Saved entries:
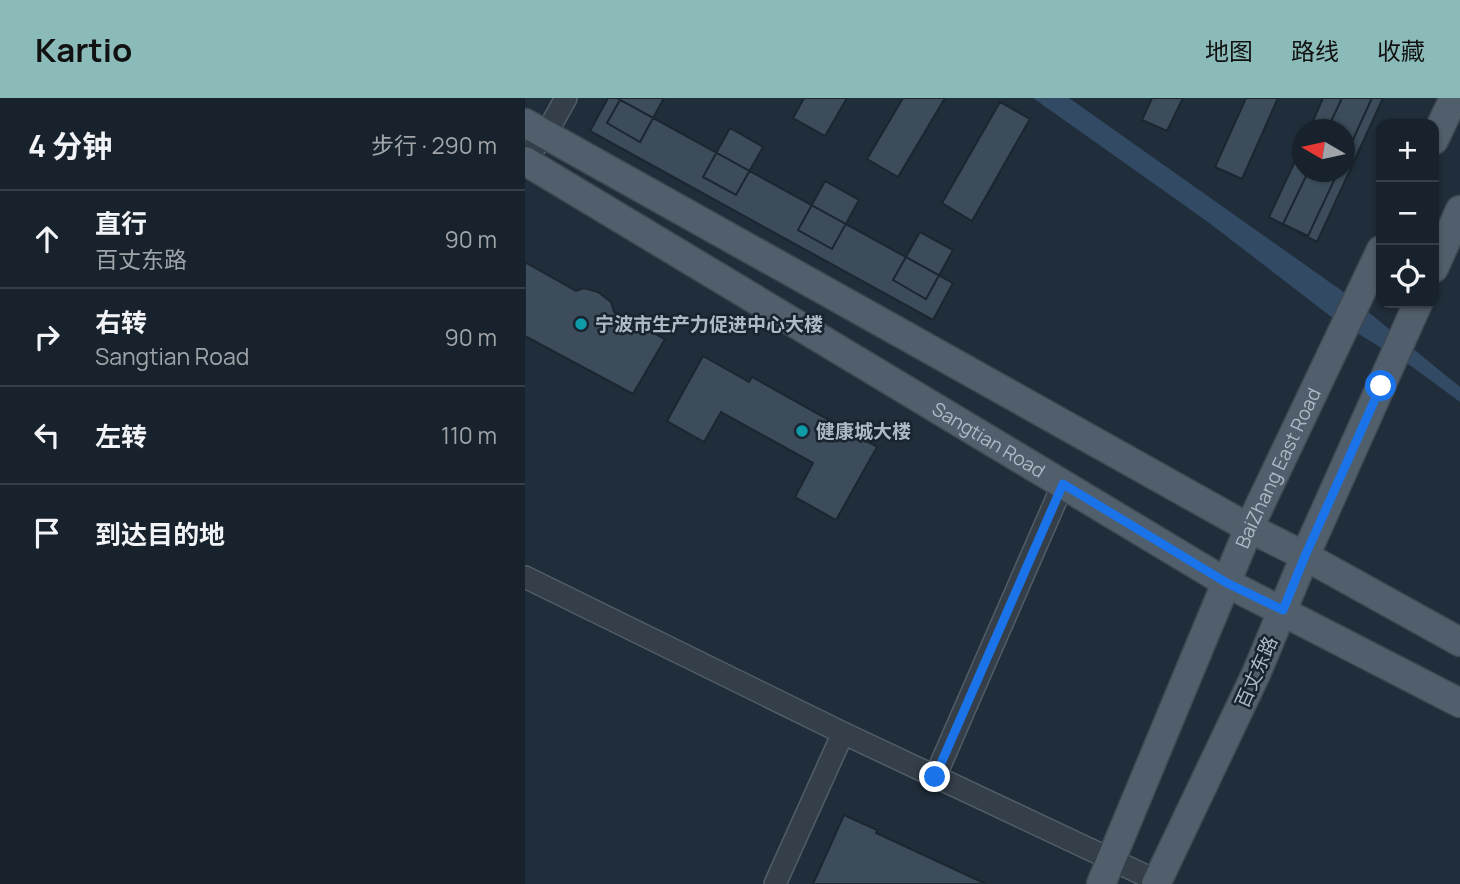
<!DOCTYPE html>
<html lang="zh">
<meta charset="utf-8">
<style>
:root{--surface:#18222c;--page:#212a34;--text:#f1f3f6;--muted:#9fa4a9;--line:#363f48;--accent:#8bbbb9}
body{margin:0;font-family:Manrope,"Noto Sans SC",sans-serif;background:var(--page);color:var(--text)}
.controls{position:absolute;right:21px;top:21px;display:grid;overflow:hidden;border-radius:14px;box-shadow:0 2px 5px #0004}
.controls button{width:63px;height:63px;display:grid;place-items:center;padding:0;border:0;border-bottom:2px solid var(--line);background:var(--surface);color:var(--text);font:35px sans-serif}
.compass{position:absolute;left:767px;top:21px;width:63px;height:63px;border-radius:50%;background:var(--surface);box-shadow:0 2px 5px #0004;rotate:279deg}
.stop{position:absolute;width:21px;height:21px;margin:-16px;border:5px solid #1a73e8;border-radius:50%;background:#fff}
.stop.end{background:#1a73e8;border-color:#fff;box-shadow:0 2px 7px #0008}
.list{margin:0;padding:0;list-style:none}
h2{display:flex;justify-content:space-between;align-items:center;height:91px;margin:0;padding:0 28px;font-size:30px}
h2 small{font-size:23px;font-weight:400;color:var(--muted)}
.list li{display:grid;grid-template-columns:46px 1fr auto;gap:21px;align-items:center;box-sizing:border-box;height:98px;padding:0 28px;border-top:2px solid var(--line)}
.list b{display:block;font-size:26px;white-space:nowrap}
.list p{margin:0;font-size:23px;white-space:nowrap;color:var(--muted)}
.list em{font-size:23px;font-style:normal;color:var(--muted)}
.icon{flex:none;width:38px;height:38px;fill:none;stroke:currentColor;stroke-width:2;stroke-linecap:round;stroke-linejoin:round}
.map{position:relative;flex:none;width:935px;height:786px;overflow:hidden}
header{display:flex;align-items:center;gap:42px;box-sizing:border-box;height:98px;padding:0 35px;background:var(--accent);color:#111}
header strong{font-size:33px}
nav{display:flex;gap:38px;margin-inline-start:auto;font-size:24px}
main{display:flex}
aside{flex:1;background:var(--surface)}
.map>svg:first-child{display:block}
.water{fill:#324a63}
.building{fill:#3c4c5a;stroke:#1b2631;stroke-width:2}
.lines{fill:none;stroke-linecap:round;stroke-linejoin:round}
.minor-casing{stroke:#515d68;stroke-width:24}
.major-casing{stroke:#3d4854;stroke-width:31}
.minor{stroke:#343f4a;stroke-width:21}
.major{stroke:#515e6b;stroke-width:28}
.route{stroke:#1a73e8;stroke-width:9}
.culture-dot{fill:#0f9aa8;stroke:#19242f;stroke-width:2.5}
.labels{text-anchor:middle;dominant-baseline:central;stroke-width:5;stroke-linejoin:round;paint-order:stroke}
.poi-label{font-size:19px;font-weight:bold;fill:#aebac7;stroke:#19242f;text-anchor:start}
.street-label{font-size:19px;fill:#aebac7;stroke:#19242f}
</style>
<header>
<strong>Kartio</strong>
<nav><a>地图</a><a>路线</a><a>收藏</a></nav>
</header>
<main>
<aside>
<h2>4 分钟<small>步行 · 290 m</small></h2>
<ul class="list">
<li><svg class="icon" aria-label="ahead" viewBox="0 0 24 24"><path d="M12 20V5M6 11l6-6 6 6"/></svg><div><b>直行</b><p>百丈东路</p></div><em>90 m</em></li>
<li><svg class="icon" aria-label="right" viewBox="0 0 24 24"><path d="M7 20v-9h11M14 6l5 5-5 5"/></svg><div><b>右转</b><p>Sangtian Road</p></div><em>90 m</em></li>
<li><svg class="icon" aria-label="left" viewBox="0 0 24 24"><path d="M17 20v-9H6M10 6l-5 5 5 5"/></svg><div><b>左转</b></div><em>110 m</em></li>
<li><svg class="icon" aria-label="arrive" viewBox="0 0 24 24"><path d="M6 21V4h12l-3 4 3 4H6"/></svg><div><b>到达目的地</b></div></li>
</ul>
</aside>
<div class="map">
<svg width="935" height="786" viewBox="0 0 935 786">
<rect width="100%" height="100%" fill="#202d3a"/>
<path class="water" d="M508 0H544L820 195 935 289V304L886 268 809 221 683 124Z"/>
<path class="building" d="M83 0H92L428 185 408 222 65 33Z
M96 0H139L115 44 82 25Z
M279 0H322L300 38 268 20Z
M378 0H420L373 79 342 61Z
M627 0H658L642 33 617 22Z
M721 0H753L717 81 690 69Z
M798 0H858L792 144 744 119 778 46V74H820V32H784Z
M817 0H847L820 59V32H802Z
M475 4 505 21 447 123 417 105Z
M205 30 238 49 211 97 178 79Z
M783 74H813L783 138 758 126Z
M300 83 334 102 307 151 273 132Z
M395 134 428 152 401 201 368 182Z
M0 164 51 193 59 190 73 194 86 204 89 214 140 241 108 296 0 238Z
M178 258 224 284 227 279 352 349 311 422 270 399 288 365 196 314 179 344 142 323Z
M319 717 352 732 351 735 461 786H288Z"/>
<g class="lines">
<defs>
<path id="minor" d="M0 61 21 36 41 0
M0 479 318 635 632 783
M410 679 538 386
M250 786 318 635"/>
<g id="major">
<path d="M0 25 724 430 780 458 935 544"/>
<path d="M909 42 929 0"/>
<path id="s1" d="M0 63 702 485 935 605"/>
<path d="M909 170 935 112"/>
<path id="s2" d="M576 786 724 430 856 152"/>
<path d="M631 786 731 576 780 458 893 205"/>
</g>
</defs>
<use href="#minor" class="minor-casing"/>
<use href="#major" class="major-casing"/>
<use href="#minor" class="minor"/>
<use href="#major" class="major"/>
</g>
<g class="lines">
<path class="route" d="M410 679 538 386 702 485 758 512 780 458 856 288"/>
</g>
<g class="culture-dot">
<circle cx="56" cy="226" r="7"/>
<circle cx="277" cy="333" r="7"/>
</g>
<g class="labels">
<g class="poi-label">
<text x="70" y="226">宁波市生产力促进中心大楼</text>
<text x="291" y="333">健康城大楼</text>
</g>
<g class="street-label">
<text stroke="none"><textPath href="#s1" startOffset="541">Sangtian Road</textPath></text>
<text stroke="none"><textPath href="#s2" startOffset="452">BaiZhang East Road</textPath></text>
<text transform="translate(731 574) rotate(-66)">百丈东路</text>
</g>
</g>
</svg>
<div class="controls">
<button>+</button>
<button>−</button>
<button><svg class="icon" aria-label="locate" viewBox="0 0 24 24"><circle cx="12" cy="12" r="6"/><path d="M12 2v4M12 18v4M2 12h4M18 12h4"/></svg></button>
</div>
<svg class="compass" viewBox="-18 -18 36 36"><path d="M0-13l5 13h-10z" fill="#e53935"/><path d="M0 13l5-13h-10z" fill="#9fa4a9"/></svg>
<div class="stop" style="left:856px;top:288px"></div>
<div class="stop end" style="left:410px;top:679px"></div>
</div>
</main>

**AIM OF THE EXERCISE:** From the entries above, select each line containing the string "controls".

**SOLUTION FOR THIS TASK:**
.controls{position:absolute;right:21px;top:21px;display:grid;overflow:hidden;border-radius:14px;box-shadow:0 2px 5px #0004}
.controls button{width:63px;height:63px;display:grid;place-items:center;padding:0;border:0;border-bottom:2px solid var(--line);background:var(--surface);color:var(--text);font:35px sans-serif}
<div class="controls">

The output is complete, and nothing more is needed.